Friday, February 1, 2013

Press Release: "[En]Coding Architecture 2013" at Carnegie Mellon Presents Experimental Work Through Computational Thinking and Digital Fabrication

The "Future" Architect is a Systems Designer in a Post-Digital / Biological Age

Contact: Pam Wigley / 412-268-1047 / pwigley@andrew.cmu.edu

EncodingPITTSBURGH-[En]Coding Architecture 2013 at Carnegie Mellon University is a conference focused on the paradigm shift in architecture and the role of the architect/designer in a new age. Free and open to the public, the lecture series kicks off with a preview on Thursday evening, Feb. 7, and workshops, sessions and debates taking place Feb. 8 and 9 on the CMU campus. Registration is required.

The series features rising superstars, experienced researchers and thought-provoking designers who will present experimental work that blends the principles of architectural theory, cultural philosophy, digital fabrication and computational architecture. The result, according to Conference Chair Liss C. Werner, will be two days of looking toward the future of architecture - both as a profession and as culture, an internal/external force that affects people's lives every day.

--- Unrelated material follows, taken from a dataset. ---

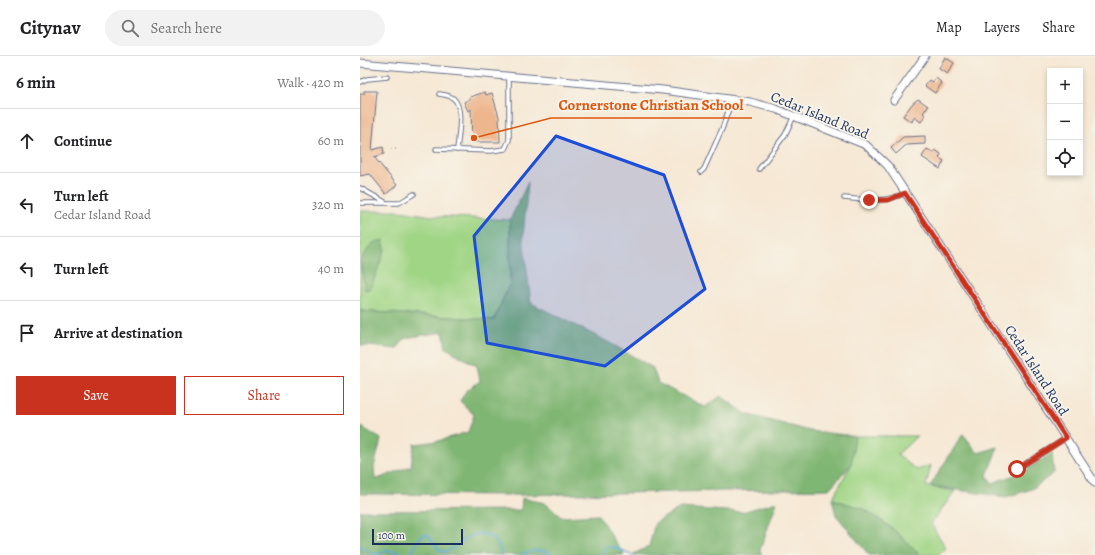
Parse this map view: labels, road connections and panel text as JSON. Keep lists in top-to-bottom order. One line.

"The architect is no longer an organizer of matter and space, but a designer of systems with multi-layered components and complex relationships," said Werner, a visiting professor and George N. Pauly Fellow at Carnegie Mellon's School of Architecture. "The way we approach the future affects our industry and the people who are part of any designed environments."

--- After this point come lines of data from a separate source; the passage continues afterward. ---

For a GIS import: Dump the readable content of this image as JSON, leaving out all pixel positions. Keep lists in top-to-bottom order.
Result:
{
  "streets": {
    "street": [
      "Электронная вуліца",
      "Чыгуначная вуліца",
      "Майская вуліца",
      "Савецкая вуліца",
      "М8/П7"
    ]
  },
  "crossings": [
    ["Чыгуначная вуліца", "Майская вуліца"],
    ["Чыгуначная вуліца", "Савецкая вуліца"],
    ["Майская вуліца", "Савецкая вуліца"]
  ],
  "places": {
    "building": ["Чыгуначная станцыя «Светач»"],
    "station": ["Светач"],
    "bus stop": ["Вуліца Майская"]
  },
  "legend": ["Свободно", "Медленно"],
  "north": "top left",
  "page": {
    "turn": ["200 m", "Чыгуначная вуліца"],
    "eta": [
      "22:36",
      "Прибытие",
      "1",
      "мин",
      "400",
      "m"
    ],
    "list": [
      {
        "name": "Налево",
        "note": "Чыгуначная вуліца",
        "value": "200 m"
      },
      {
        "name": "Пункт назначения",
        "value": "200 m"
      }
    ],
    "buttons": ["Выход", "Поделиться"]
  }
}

The future, in this case, presents highly interdisciplinary acts including human and robotic work among other hot topics. Keynote speakers such as Eric Goldemberg, Sean Ahlquist, Neil Leach, Daniel Shiffman, Sanford Kwinter and project presenters will talk about current trends, such as robots in architecture; architecture as a political act; kinetic architecture; human/machine learning and the role of code. The call for projects generated almost 60 submissions from all over the globe; presenters will be on hand from the United States, Italy, Germany, Switzerland, France, the United Kingdom, Austria, China, Iran, West Africa and Greece. A full list of speakers, presentations, a conference schedule and registration instructions are available at http://encodingarchitecture.org/.

"We are thrilled to have such interest in the conference, from both participants and attendees," Werner said, noting that more than 150 people are registered to date. "Seeing a large number of female authors who have submitted highly competitive and cutting edge projects shows that the field is expanding continuously to reflect the emergence of diverse interdisciplinary teams that are part of architecture's future."